Best Performing Mortgage Companies

BusinessWeek 50 includes Pulte, BoA
By COCO SALAZAR
3/29/2005

Two mortgage-related companies made BusinessWeek's ranking of the 50 best-performing companies in the nation.

Pulte Homes slipped one spot to No. 12 on this year's BusinessWeek 50. "Rock-bottom interest rates and a steady supply of aging baby boomers for its 'active adult' homes kept Pulte growing in 2004" -- with profits skyrocketing 61% to $998 million in that period, the publication said. Total return to its shareholders last year was 48.4% and the three-year return a whopping 203.4%.

BusinessWeek ranks companies on the S & P 500-stock index, basing its best-performing results on a 10-part formula for financial success, including sales growth, earnings growth and total shareholder return. To reward consistency, the magazine also measures performance over one-year and three-year periods, and analyzes profit margins and return on equity, according to an announcement.

Sales for the parent of Pulte Mortgage, LLC, grew 30% last year to $11.7 billion, according to the magazine. Strength in the Southeast region -- where new orders shot up 45% in the fourth quarter -- compensated for last year's weakened home demand in some Western markets, including the suddenly cooling Las Vegas market that forced Pulte to slash prices there, BusinessWeek said.

A California property investor recently filed a lawsuit against a Pulte subsidiary alleging he was unable to sell two Las Vegas homes purchased from Pulte because the builder created an instant $100,000 loss when it slashed prices on new homes within the same community last September.

Pulte, which says it has been named a best performer for four consecutive years, has managed to outperform other companies by spreading its bets demographically, catering to first-time buyers and move-ups and having one-third of its sales come from new retirees, according to the magazine. To offset the risk rising rates impose on its sales growth, Pulte's cost reduction efforts include experimenting with computerized methods of factory pre-assembly, and the January selling of its Argentine unit, which analysts expect will be followed by divestiture of its Puerto Rico and Mexico units.

Pulte defied the industrywide trend of decreased volume last year -- loan origination principal soared 51% annually to $6.3 billion, with 84% of its originations coming from homes it sold domestically, according to its financial statements.

The Michigan-based builder was recently commended by the Wall Street Journal for its shareholder return performance, and has made several FORTUNE magazine rankings.

Leaping a great distance from its previous year's standing at 104, Bank of America squeezed onto the 2005 list in spot No. 50. The merger with FleetBoston Financial in October 2003, once considered a terrible deal, resulted not so bad after all. BoAs profits rose 31% last year to $14.1 billion and its shares returned 18.4%. Over the past three years, profits grew about 27% and total returns averaged about 62%, according to the magazine.

While Wall Street groaned and stock plunged 10% on the day BoA announced its $47 billion deal for FleetBoston, in its first year, the merged company managed cost savings of $909 million. Fleet's northeast stronghold enabled BoA to add nearly 200,000 consumer checking customers as well as new savings accounts, BusinessWeek said.

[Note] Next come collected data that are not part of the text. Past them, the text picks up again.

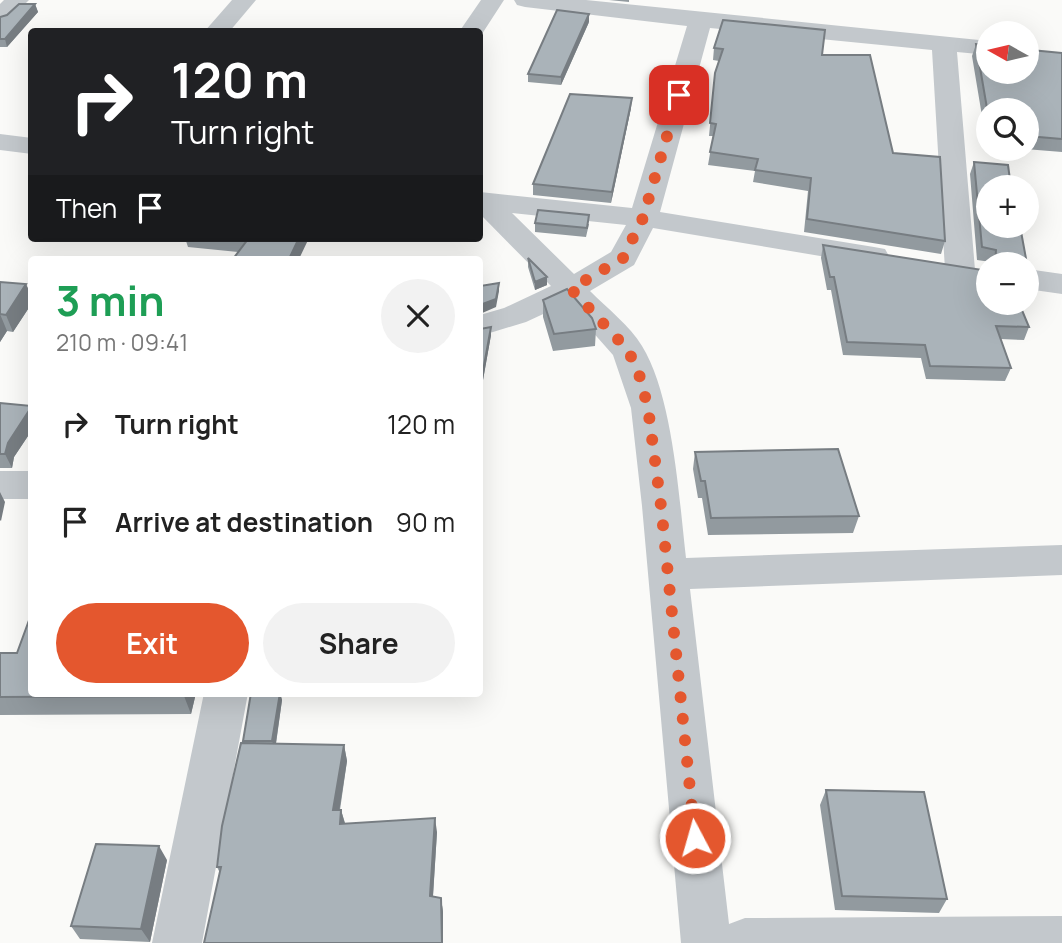 <!DOCTYPE html>
<html lang="en">
<head>
<meta charset="utf-8">
<style>
  body { margin:0; font-family:Manrope,sans-serif; background:#f2f2f2; color:#222; height:100vh; display:flex; flex-direction:column; font-size:26px; white-space:nowrap }
  * { box-sizing:border-box; margin:0 }
  p { font-size:23px; color:#767676 }
  .icon { flex:none; width:38px; height:38px; fill:none; stroke:currentColor; stroke-width:2; stroke-linecap:round; stroke-linejoin:round }
  .map { position:relative; flex:1; overflow:hidden }
  .details { position:absolute; left:28px; top:256px; width:455px; height:441px; display:flex; flex-direction:column; background:#fff; border-radius:7px; box-shadow:0 7px 28px #0002 }
  .details>* { flex:none }
  .guide { position:absolute; left:28px; top:28px; width:455px; height:214px; border-radius:7px; box-shadow:0 7px 28px #0002; background:#202124; color:#fff; overflow:hidden }
  .needle { width:46px; rotate:278deg }
  .fabs { position:absolute; left:976px; top:21px; display:grid; gap:14px }
  .fabs a { display:grid; place-items:center; width:63px; height:63px; border-radius:50%; background:#fff; box-shadow:0 7px 28px #0002; font-size:35px }
  .pin { position:absolute; display:grid; place-items:center; width:60px; height:60px; color:#fff; margin:-30px; border-radius:14px; box-shadow:0 4px 10px #0006 }
  .me { position:absolute; width:77px; margin:-38px; rotate:354deg; stroke-linejoin:round; filter:drop-shadow(0 0 5px #0008) }
  .turn { display:flex; align-items:center; gap:24px; height:147px; padding:0 28px; font-size:32px }
  .turn .icon { width:91px; height:91px; stroke-width:2.5 }
  .turn b { display:block; font-size:49px; line-height:60px }
  .then { display:flex; align-items:center; height:66px; padding:0 28px; background:#0003; gap:14px; font-size:26px }
  .round { display:grid; place-items:center; flex:none; width:74px; height:74px; border-radius:37px; background:#f2f2f2 }
  .overview { display:flex; align-items:center; justify-content:space-between; height:119px; padding:0 28px }
  h1 { font-size:42px; font-weight:700; line-height:52px; color:#1e9e55 }
  .cta { display:flex; gap:14px; margin-top:auto; padding:14px 28px }
  .cta a { flex:1; height:80px; border-radius:42px; background:#e4572e; color:#fff; font-size:28px; font-weight:700; line-height:80px; text-align:center }
  .cta a+a { background:#f2f2f2; color:#222 }
  ul { padding:0; list-style:none }
  li { display:flex; align-items:center; gap:21px; height:98px; padding:0 28px }
  li div { flex:1 }
  li b { display:block; font-size:26px }
  li em { font-style:normal }
  .map>svg:first-child { display:block }
  .lines { fill:none; stroke-linecap:round; stroke-linejoin:round }
  .street { fill:#c3c8cc; fill-rule:evenodd }
  .wall { fill:#929a9f }
  .shaded-wall { fill:#777d82 }
  .building { fill:#aab3b9; stroke:#777d82; stroke-width:2 }
  .route { stroke:#e4572e; stroke-width:12; stroke-dasharray:0 21.6 }
</style>
</head>
<body>
<div class="map">
<svg width="1062" height="943" viewBox="0 0 1062 943">
  <rect width="100%" height="100%" fill="#fafaf8"/>
  <g class="lines">
    <!-- street -->
    <path class="street" d="M4 0H29L8 21 0 23V4Z
      M232 0H256L229 32H204Z
      M481 0H504L480 37V32H459Z
      M514 0H586L989 41V55L957 52 975 270 971 277 960 279 949 277 945 270 932 50 710 28 660 212 874 247 885 249 889 256 885 263 874 265 653 228 634 265 590 291C607 308 630 326 642 346 673 396 679 498 686 558L1062 545V575L690 589 729 924 745 918 1062 916V943H681L642 506 631 408 613 355 567 303 526 322 480 336V315L504 308 551 286 480 214V192L632 208 687 26 525 7 517 5ZM512 213 626 225 611 252 574 274Z
      M0 134 32 138V154L0 150Z
      M1027 269 1062 274V294L1027 289Z
      M0 471H32V499H0Z
      M204 693H248L202 943H152Z"/>
  </g>
  <!-- wall -->
  <path class="wall" d="M609 0H629V2Z
    M35 4 38 12 7 47H0V17Z
    M589 22 561 85 528 82V74Z
    M976 44 1062 53V152L1025 149H1027V110H989V146H987L972 56Z
    M714 48 822 55 893 153 945 241 941 254 804 232 808 191 753 182 755 171 708 165 713 136H709L715 73 719 61 713 60Z
    M631 108 611 203 533 195V184Z
    M974 162 989 187 1027 264H991V262L977 260 970 174Z
    M535 223 589 224 586 237 535 232Z
    M185 238H309L238 252 188 247Z
    M823 245 1029 327 1024 340 1001 339 1011 368 1005 381 926 379 921 358 843 355 831 290H827L821 258Z
    M528 258 547 285 535 290 528 267Z
    M1027 265 1029 276 1035 288 1029 301H1027Z
    M0 282 26 284 32 298V303L13 332 7 331 0 342Z
    M543 300 596 329 595 346 553 351 543 317Z
    M491 327V335L483 380 480 369V329Z
    M0 403 32 406V430L14 457 12 468H0Z
    M695 452 859 516 853 533 708 535 702 498H698L693 469Z
    M0 653 196 693 191 714 0 715Z
    M280 693 282 700 276 744 344 745 347 761 340 810H341L345 823 437 832 433 897 441 898 443 912 220 873 217 867 243 743V741Z
    M826 790 947 899 939 913 835 910 820 805Z
    M167 860 150 942 80 939 71 926Z"/>
  <!-- shaded-wall -->
  <path class="shaded-wall" d="M35 4 38 12 7 47 5 39Z
    M589 14V22L561 85V77Z
    M632 98 631 108 611 203 612 192Z
    M299 238H309L299 259H289Z
    M547 277V285L535 290V282Z
    M499 283V291L496 307 480 314V305Z
    M26 284 32 298V303L13 332 6 315Z
    M0 314 7 331 0 342Z
    M491 327V335L483 380V371Z
    M32 407V430L14 457 12 468 5 454 8 443Z
    M0 492 5 502 1 521 0 520Z
    M185 693H196L191 714 184 696Z
    M280 693 282 700 275 749 272 741Z
    M344 745 347 761 337 825 333 810Z
    M341 810 345 824H340Z
    M435 818 437 832 432 910 430 896Z
    M159 846 167 860 150 942 141 929Z
    M441 898 443 912V943H442Z"/>
  <!-- building -->
  <path class="building" d="M19 4H35L5 39H0V17L7 15Z
    M557 10 589 14 561 77 528 74Z
    M723 20 825 30 822 55H870L893 153 940 157 945 241 807 219 811 178 755 170 758 159 710 152 716 124 710 123 715 73 723 49 714 48Z
    M1027 43 1031 50 1062 53V139L1027 136V110H989V120L976 44 989 45V72H1027Z
    M570 94 632 98 612 192 533 184Z
    M974 162 1008 165 1011 187H989V226H1020L1027 264H995L996 250 982 247Z
    M538 210 589 215 587 228 535 223Z
    M234 238H299L289 259H233L248 239Z
    M823 245 989 271V303H1019L1029 327 996 326 1011 368 930 366 925 345 847 342 834 277H830Z
    M528 258 547 277 535 282Z
    M1027 265 1029 276 1035 288H1027Z
    M0 282 26 284 6 315 0 314Z
    M499 283 496 299 480 305V286Z
    M567 289 592 318 596 329 554 334 543 300Z
    M491 327 483 371 480 361V329Z
    M0 403 32 406 8 443 5 454H0Z
    M838 449 859 516 711 518 705 481H701L695 452Z
    M32 612V693H185L184 696 0 697V653H17Z
    M251 693H280L272 741H243Z
    M241 743 344 745 333 810H341L340 824 435 818 430 896 441 898 442 943H204L221 867H217L222 826Z
    M826 790 924 792 947 899 842 896Z
    M96 844 159 846 141 929 71 926Z"/>
  <g class="lines">
    <!-- route -->
    <path class="route" d="M679 95 643 218 623 258 571 289 628 350 639 374 648 408 661 506 695 838"/>
  </g>
</svg>
<div class="fabs">
<a><svg class="needle" viewBox="-14 -14 28 28"><path d="M0-13l5 13h-10z" fill="#e53935"/><path d="M0 13l5-13h-10z" fill="#767676"/></svg></a>
<a><svg class="icon" aria-label="search" viewBox="0 0 24 24"><circle cx="10" cy="10" r="6"/><path d="M15 15l6 6"/></svg></a>
<a>+</a>
<a>−</a>
</div>
<div class="pin" style="left:679px;top:95px;background:#d93025"><svg class="icon" aria-label="arrive" viewBox="0 0 24 24"><path d="M6 21V4h12l-3 4 3 4H6"/></svg></div>
<svg class="me" style="left:695px;top:838px" viewBox="-20 -20 40 40"><circle r="17" fill="#e4572e" stroke="#fff" stroke-width="3"/><path d="M0-11L8 9 0 5-8 9z" fill="#fff"/></svg>
<div class="guide">
<div class="turn"><svg class="icon" aria-label="right" viewBox="0 0 24 24"><path d="M7 20v-9h11M14 6l5 5-5 5"/></svg><div><b>120 m</b>Turn right</div></div>
<div class="then">Then<svg class="icon" aria-label="arrive" viewBox="0 0 24 24"><path d="M6 21V4h12l-3 4 3 4H6"/></svg></div>
</div>
<section class="details">
<div class="overview"><div><h1>3 min</h1><p>210 m · 09:41</p></div><a class="round"><svg class="icon" aria-label="close" viewBox="0 0 24 24"><path d="M6 6l12 12M18 6L6 18"/></svg></a></div>
<ul>
<li><svg class="icon" aria-label="right" viewBox="0 0 24 24"><path d="M7 20v-9h11M14 6l5 5-5 5"/></svg><div><b>Turn right</b></div><em>120 m</em></li>
<li><svg class="icon" aria-label="arrive" viewBox="0 0 24 24"><path d="M6 21V4h12l-3 4 3 4H6"/></svg><div><b>Arrive at destination</b></div><em>90 m</em></li>
</ul>
<div class="cta"><a>Exit</a><a>Share</a></div>
</section>
</div>
</body>
</html>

Such efforts assisted BoAs bottom line as the bank saw mortgage production plunge one-third annually to $87.6 billion.

When considering that the North Carolina-based bank employs 175,742 companywide, Pulte, with 13,000 employees, proves that the biggest aren't always the best.

Nonetheless, BoAs chief executive Kenneth Lewis, raked in compensation of $17.8 million last year and his net value of options exercised and held totaled $44.1 million -- much higher than the respective figures of $6.1 million and $6.9 million BusinessWeek listed for Pulte CEO Richard Dugas Jr.